(Originally posted by Pat on 10/12/09)
At
least, that's what he seems to be claiming, since he is a professed
Christian, a professional apologist with a doctorate in apologetics, and
the author of a book and star of a TV show each called I don't have enough faith to be an atheist.
The image this gives me is of some sort of cartel of dogmatic atheists,
hell-bent upon the destruction of truth and moral values. Either that,
or an incredible degree of ignorance not only among the world's general
population (of which the majority are of course neither Christian nor
atheist nor anything in particular), but specifically among the
intellectual elite, since 95% of the National Academy of Sciences and
Royal Academy of Sciences are atheist or agnostic. In Turek's view,
apparently elite scientists are ignorant and/or dogmatic, and only
preachers and apologists understand the truth. If only those scientists
were wiser or less dogmatic, they would see that it's obvious that a
first-century Roman mystic created the world and then millennia later
was born of a virgin and rose from the dead to sacrifice himself to
himself for the sins of all humanity, and he loves us so much that he
offers us eternal bliss, but if we reject his offer he will punish us
with eternal torment.
I'm
writing because last Thursday Campus Crusade for Christ sponsored Turek
in delivering a lecture at Angell Hall. (I would have posted sooner,
but first I lost my login info and then I came down with H1N1 influenza.
It's too bad that we can't really transcend our chemical and
biological bodies; I'd much prefer to do so at the moment.) I along with
several other members of the Umich chapter of the Secular Student
Alliance attended this lecture and challenged Turek in the ending
question-answer period. (The lecture was at 20:00, so the timing was
perfect; our regular SSA meeting time at 19:00 allowed us to plan an
hour in advance.) Let me give credit where it is due: Turek was a
wonderful speaker, extremely well-prepared, persuasive in his style,
quick-thinking on his responses, a commanding presence in the room. He
does everything right in terms of style and delivery. I'm told he
destroyed Chris Hitchens in debate, and I'm sure he could spar on even
terms with Sam Harris or Richard Dawkins. If he chose, he could probably
run for President and gain a substantial following as a Republican
front-runner.
On
the other hand, his arguments are facile and fallacious, and despite
speaking for about ten minutes in the question-answer period, I wish I'd
been given more of an opportunity to dissect the myriad ways in which
his claims were false and his inferences were illogical. Fortunately, I
have a fairly good memory and took good notes, and I will now go through
my notes and memories and reconstruct what I wanted to say.

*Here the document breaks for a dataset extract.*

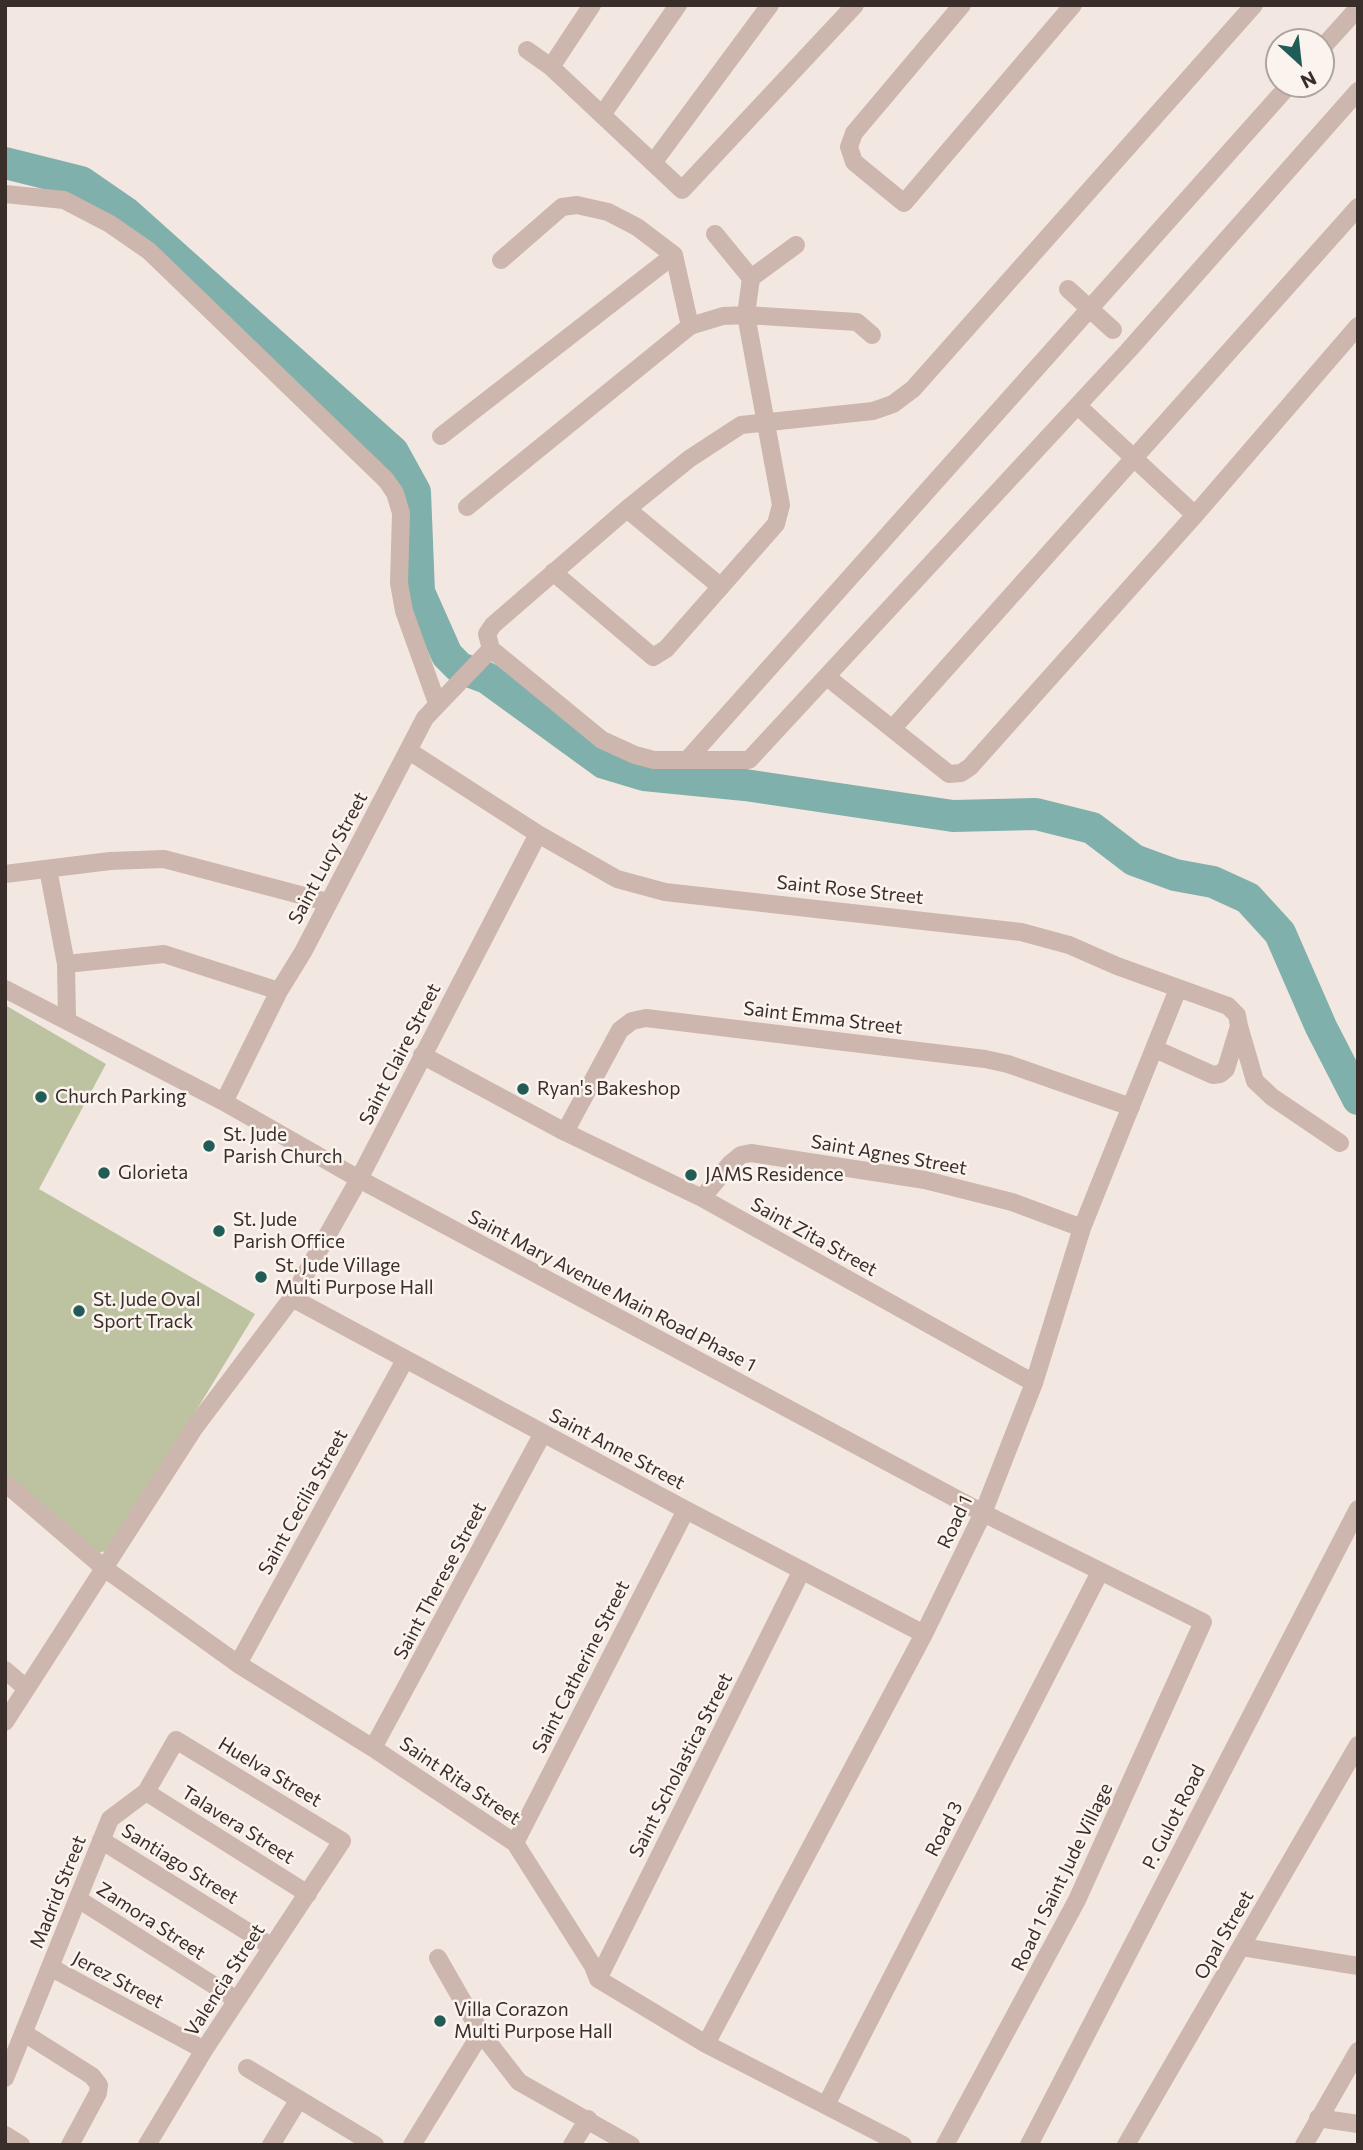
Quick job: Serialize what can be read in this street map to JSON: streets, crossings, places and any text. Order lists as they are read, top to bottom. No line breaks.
{"streets":{"street":["Saint Lucy Street","Saint Rose Street","Saint Emma Street","Saint Claire Street","Saint Agnes Street","Saint Zita Street","Saint Mary Avenue Main Road Phase 1","Saint Anne Street","Saint Cecilia Street","Road 1","Saint Therese Street","Saint Catherine Street","Saint Scholastica Street","Huelva Street","Saint Rita Street","P. Gulot Road","Talavera Street","Road 3","Santiago Street","Road 1 Saint Jude Village","Madrid Street","Zamora Street","Opal Street","Jerez Street","Valencia Street"]},"crossings":[["Saint Lucy Street","Saint Rose Street"],["Saint Lucy Street","Saint Mary Avenue Main Road Phase 1"],["Saint Rose Street","Saint Claire Street"],["Saint Rose Street","Road 1"],["Saint Emma Street","Saint Zita Street"],["Saint Emma Street","Road 1"],["Saint Claire Street","Saint Zita Street"],["Saint Claire Street","Saint Mary Avenue Main Road Phase 1"],["Saint Claire Street","Saint Anne Street"],["Saint Claire Street","Saint Rita Street"],["Saint Agnes Street","Saint Zita Street"],["Saint Agnes Street","Road 1"],["Saint Zita Street","Road 1"],["Saint Mary Avenue Main Road Phase 1","Road 1"],["Saint Mary Avenue Main Road Phase 1","Road 3"],["Saint Mary Avenue Main Road Phase 1","Road 1 Saint Jude Village"],["Saint Anne Street","Saint Cecilia Street"],["Saint Anne Street","Road 1"],["Saint Anne Street","Saint Therese Street"],["Saint Anne Street","Saint Catherine Street"],["Saint Anne Street","Saint Scholastica Street"],["Saint Cecilia Street","Saint Rita Street"],["Saint Therese Street","Saint Rita Street"],["Saint Catherine Street","Saint Rita Street"],["Saint Scholastica Street","Saint Rita Street"],["Huelva Street","Madrid Street"],["Huelva Street","Valencia Street"],["Talavera Street","Madrid Street"],["Talavera Street","Valencia Street"],["Santiago Street","Madrid Street"],["Santiago Street","Valencia Street"],["Madrid Street","Zamora Street"],["Madrid Street","Jerez Street"],["Zamora Street","Valencia Street"],["Jerez Street","Valencia Street"]],"places":["Ryan's Bakeshop","Church Parking","St. Jude Parish Church","Glorieta","JAMS Residence","St. Jude Parish Office","St. Jude Village Multi Purpose Hall","St. Jude Oval Sport Track","Villa Corazon Multi Purpose Hall"],"north":"bottom right"}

I should admit that I interrupted the lecture on one occasion. It
seemed a little rude, even to me, but the statement Turek had just made
was simply false, on a basic level of factual knowledge everyone should
have. He said "The second law of thermodynamics: Everything is running
out of energy, until there will be no energy left." Basically, he fails physics 101. Energy is conserved, and this is a basic principle of physics that applies in every domain. In fact, energy is locally conserved,
meaning that loss of energy in one point in space is always accompanied
by a proportional energy current connecting that point to other points
where a gain of energy takes place—the strongest possible sense in which
a quantity can be conserved without being uniformly constant (and by
the way, that's the first
law of thermodynamics). This is if anything evidence that in order for
God to make the universe, he had to send out energy pulses corresponding
to the amount of matter in each location to every location in the
universe—and presumably would lose energy in the process and could not
make the pulses travel faster than the speed of light. (But God is
magical, so science doesn't apply to him, right?) Entropy is the subject of the second law of thermodynamics, and it increases over
time in a statistical fashion in closed systems. After interrupting I
finally got Turek to admit his mistake and replace it with "Everything
is running out of order over
time", which still isn't strictly true but isn't an insult to the
intelligence of anyone who has ever studied basic physics. But in order
to make the error, Turek either needed to have no understanding of
science whatsoever, or be intentionally misleading; either way this
damages his credibility severely, and I felt obligated to point it out.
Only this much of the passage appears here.